- [Description of the task]:
Exactly as shown below, retype every line of the data.

- [Data for this task]:

··········

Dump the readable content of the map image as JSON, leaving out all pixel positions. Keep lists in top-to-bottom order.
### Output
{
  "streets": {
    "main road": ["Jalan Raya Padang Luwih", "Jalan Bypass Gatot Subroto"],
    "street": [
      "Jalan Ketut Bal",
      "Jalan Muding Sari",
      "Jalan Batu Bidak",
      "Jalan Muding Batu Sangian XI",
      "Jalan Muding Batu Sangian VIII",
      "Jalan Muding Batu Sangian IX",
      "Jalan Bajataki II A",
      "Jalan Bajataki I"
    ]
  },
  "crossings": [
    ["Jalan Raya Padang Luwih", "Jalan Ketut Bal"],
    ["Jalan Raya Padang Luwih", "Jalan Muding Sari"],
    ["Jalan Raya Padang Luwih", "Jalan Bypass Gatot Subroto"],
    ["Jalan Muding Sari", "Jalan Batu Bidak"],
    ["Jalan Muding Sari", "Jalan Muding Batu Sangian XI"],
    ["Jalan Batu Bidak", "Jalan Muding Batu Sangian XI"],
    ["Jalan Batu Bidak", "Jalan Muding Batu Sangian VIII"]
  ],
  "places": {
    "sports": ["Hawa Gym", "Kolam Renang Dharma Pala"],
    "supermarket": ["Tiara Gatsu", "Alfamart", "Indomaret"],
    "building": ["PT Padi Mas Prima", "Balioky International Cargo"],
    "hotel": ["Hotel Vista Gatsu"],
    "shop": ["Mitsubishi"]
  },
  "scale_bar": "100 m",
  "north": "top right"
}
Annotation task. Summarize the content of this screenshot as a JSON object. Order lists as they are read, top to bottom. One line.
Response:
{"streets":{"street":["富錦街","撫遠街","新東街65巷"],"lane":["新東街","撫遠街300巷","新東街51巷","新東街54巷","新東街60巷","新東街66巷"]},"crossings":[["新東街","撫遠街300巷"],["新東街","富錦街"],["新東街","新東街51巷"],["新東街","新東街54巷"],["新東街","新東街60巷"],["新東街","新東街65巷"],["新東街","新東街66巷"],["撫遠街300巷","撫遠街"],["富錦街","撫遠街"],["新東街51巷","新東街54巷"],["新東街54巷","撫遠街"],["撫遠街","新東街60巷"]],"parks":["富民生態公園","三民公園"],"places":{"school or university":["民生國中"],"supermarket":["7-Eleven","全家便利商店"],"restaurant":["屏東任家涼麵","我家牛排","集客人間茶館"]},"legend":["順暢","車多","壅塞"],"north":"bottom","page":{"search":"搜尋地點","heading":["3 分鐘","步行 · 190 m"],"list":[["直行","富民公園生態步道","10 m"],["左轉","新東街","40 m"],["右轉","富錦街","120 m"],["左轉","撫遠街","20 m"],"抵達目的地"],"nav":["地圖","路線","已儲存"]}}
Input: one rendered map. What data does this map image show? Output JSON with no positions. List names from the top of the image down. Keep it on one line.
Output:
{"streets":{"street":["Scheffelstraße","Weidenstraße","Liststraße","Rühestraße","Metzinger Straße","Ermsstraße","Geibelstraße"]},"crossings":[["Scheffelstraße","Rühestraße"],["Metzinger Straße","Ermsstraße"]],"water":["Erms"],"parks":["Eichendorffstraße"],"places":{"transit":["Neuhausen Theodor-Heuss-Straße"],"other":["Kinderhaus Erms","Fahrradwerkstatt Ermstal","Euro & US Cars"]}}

··········

- [Completed exercise]:
Dump the readable content of the map image as JSON, leaving out all pixel positions. Keep lists in top-to-bottom order.
### Output
{
  "streets": {
    "main road": ["Jalan Raya Padang Luwih", "Jalan Bypass Gatot Subroto"],
    "street": [
      "Jalan Ketut Bal",
      "Jalan Muding Sari",
      "Jalan Batu Bidak",
      "Jalan Muding Batu Sangian XI",
      "Jalan Muding Batu Sangian VIII",
      "Jalan Muding Batu Sangian IX",
      "Jalan Bajataki II A",
      "Jalan Bajataki I"
    ]
  },
  "crossings": [
    ["Jalan Raya Padang Luwih", "Jalan Ketut Bal"],
    ["Jalan Raya Padang Luwih", "Jalan Muding Sari"],
    ["Jalan Raya Padang Luwih", "Jalan Bypass Gatot Subroto"],
    ["Jalan Muding Sari", "Jalan Batu Bidak"],
    ["Jalan Muding Sari", "Jalan Muding Batu Sangian XI"],
    ["Jalan Batu Bidak", "Jalan Muding Batu Sangian XI"],
    ["Jalan Batu Bidak", "Jalan Muding Batu Sangian VIII"]
  ],
  "places": {
    "sports": ["Hawa Gym", "Kolam Renang Dharma Pala"],
    "supermarket": ["Tiara Gatsu", "Alfamart", "Indomaret"],
    "building": ["PT Padi Mas Prima", "Balioky International Cargo"],
    "hotel": ["Hotel Vista Gatsu"],
    "shop": ["Mitsubishi"]
  },
  "scale_bar": "100 m",
  "north": "top right"
}
Annotation task. Summarize the content of this screenshot as a JSON object. Order lists as they are read, top to bottom. One line.
Response:
{"streets":{"street":["富錦街","撫遠街","新東街65巷"],"lane":["新東街","撫遠街300巷","新東街51巷","新東街54巷","新東街60巷","新東街66巷"]},"crossings":[["新東街","撫遠街300巷"],["新東街","富錦街"],["新東街","新東街51巷"],["新東街","新東街54巷"],["新東街","新東街60巷"],["新東街","新東街65巷"],["新東街","新東街66巷"],["撫遠街300巷","撫遠街"],["富錦街","撫遠街"],["新東街51巷","新東街54巷"],["新東街54巷","撫遠街"],["撫遠街","新東街60巷"]],"parks":["富民生態公園","三民公園"],"places":{"school or university":["民生國中"],"supermarket":["7-Eleven","全家便利商店"],"restaurant":["屏東任家涼麵","我家牛排","集客人間茶館"]},"legend":["順暢","車多","壅塞"],"north":"bottom","page":{"search":"搜尋地點","heading":["3 分鐘","步行 · 190 m"],"list":[["直行","富民公園生態步道","10 m"],["左轉","新東街","40 m"],["右轉","富錦街","120 m"],["左轉","撫遠街","20 m"],"抵達目的地"],"nav":["地圖","路線","已儲存"]}}
Input: one rendered map. What data does this map image show? Output JSON with no positions. List names from the top of the image down. Keep it on one line.
Output:
{"streets":{"street":["Scheffelstraße","Weidenstraße","Liststraße","Rühestraße","Metzinger Straße","Ermsstraße","Geibelstraße"]},"crossings":[["Scheffelstraße","Rühestraße"],["Metzinger Straße","Ermsstraße"]],"water":["Erms"],"parks":["Eichendorffstraße"],"places":{"transit":["Neuhausen Theodor-Heuss-Straße"],"other":["Kinderhaus Erms","Fahrradwerkstatt Ermstal","Euro & US Cars"]}}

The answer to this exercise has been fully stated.